35

Sorry I'm a Java/XML newbie - and can't seem to figure this one out. It seems it's possible to convert a Document object to a string. However, I want to convert a Node object into a string. I am using org.ccil.cowan.tagsoup Parser for my purpose.

I'm retrieving the Node by something like...

 parser = new org.ccil.cowan.tagsoup.Parser() 

 parser.setFeature(namespaceaware, false)

 Transformer transformer = TransformerFactory.newInstance().newTransformer(); 
 DOMResult domResult = new DOMResult(); 

 transformer.transform(new SAXSource(parser, new InputSource(in)), domResult);
 Node n = domResult.getNode();      

 // I'm interested in the first child, so...
 Node myNode = n.getChildNodes().item(0);

 // convert myNode to string..
 // what to do here?

The answer may be obvious, but I can't seem to figure out from the core Java libraries how to achieve this. Any help is much appreciated!

ragebiswas
  • 3,818
  • 9
  • 38
  • 39

3 Answers3

67

You can use a Transformer (error handling and optional factory configuration omitted for clarity):

Node node = ...;
StringWriter writer = new StringWriter();
Transformer transformer = TransformerFactory.newInstance().newTransformer();
transformer.transform(new DOMSource(node), new StreamResult(writer));
String xml = writer.toString();
// Use xml ...
Kevin
  • 30,111
  • 9
  • 76
  • 83
  • Thanks Kevin. I tried this, but I end up with "xmlns" attributes for each HTML tag. (Actually my Node is an HTML fragment), so I end up with stuff like.. "

    ....

    Any idea how to avoid this?
    – ragebiswas Feb 08 '10 at 16:37
  • You can transform them out.
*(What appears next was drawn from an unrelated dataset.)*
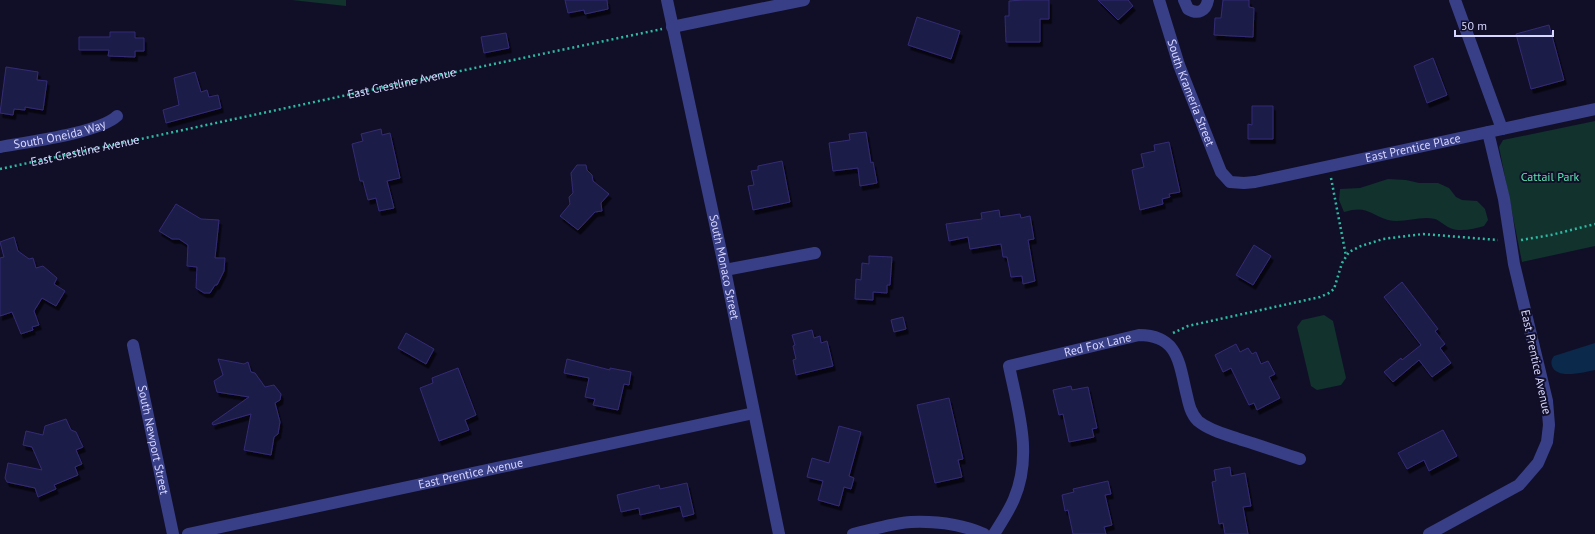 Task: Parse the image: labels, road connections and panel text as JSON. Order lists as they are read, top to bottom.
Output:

See here: http://stackoverflow.com/questions/2095673/how-to-remove-the-namespaces-from-the-element – Kevin Feb 08 '10 at 16:40
  • Well, I tried this and am stuck again. I'm not sure where to call 'setNamespaceAware(false)' in the above code snippet. From this link: http://www.mail-archive.com/xalan-dev@xml.apache.org/msg05987.html - it seems that this is not a straightforward thing either. Clues? – ragebiswas Feb 09 '10 at 04:07
  • It is on the DocumentBuilderFactory. See http://java.sun.com/javase/6/docs/api/javax/xml/parsers/DocumentBuilderFactory.html#setNamespaceAware%28boolean%29 – Kevin Feb 09 '10 at 14:08
  • Kevin, I might've not been clear, but I'm using the TagSoup parser. So I'm not using DocumentBuilderFactory at all (again, I'm a java/xml newbie). This is what I'm doing: Transformer transformer = TransformerFactory.newInstance().newTransformer(); DOMResult domResult = new DOMResult(); transformer.transform(new SAXSource(parser, new InputSource(in)), domResult); Node node = domResult.getNode(); // continues in original post. Where does DBF come into this? parser = new org.ccil.cowan.tagsoup.Parser() – ragebiswas Feb 09 '10 at 14:19
  • I should also mention - I did try Parser.setFeature(Parser.isNamespaceAware, false). Now that I get the org.w3c.node, I pass it to another function like the one in the first reply - yet I get the xmlns stuff – ragebiswas Feb 09 '10 at 14:25
  • Can you edit your original question to add the code you're using to parse the XML? – Kevin Feb 09 '10 at 14:39
  • Try using: parser.setFeature(Parser.namespacesFeature, false); – Kevin Feb 09 '10 at 14:51
  • A version with error handling and optional factory configuration is located here: http://stackoverflow.com/a/33936257/363573 – Stephan Nov 26 '15 at 10:53
  • How can you get a pretty print of the XML after converting it to string? – tarekahf Feb 22 '23 at 17:23
8
String getNodeString(Node node) {
    try {
        StringWriter writer = new StringWriter();
        Transformer transformer = TransformerFactory.newInstance().newTransformer();
        transformer.transform(new DOMSource(node), new StreamResult(writer));
        String output = writer.toString();
        return output.substring(output.indexOf("?>") + 2);//remove <?xml version="1.0" encoding="UTF-8"?>
    } catch (TransformerException e) {
        e.printStackTrace();
    }
    return node.getTextContent();
}
Mohammad Asadi
  • 131
  • 2
  • 2
0

This is way to convert Node to html

public static String getInnerHTML(Node node) throws TransformerConfigurationException, TransformerException
{
    StringWriter sw = new StringWriter();
    Result result = new StreamResult(sw);
    TransformerFactory factory = TransformerFactory.newInstance();
    Transformer proc = factory.newTransformer();
    proc.setOutputProperty(OutputKeys.METHOD, "html");
    for (int i = 0; i < node.getChildNodes().getLength(); i++)
    {
        proc.transform(new DOMSource(node.getChildNodes().item(i)), result);
    }
    return sw.toString();
}
Sang9xpro
  • 435
  • 5
  • 8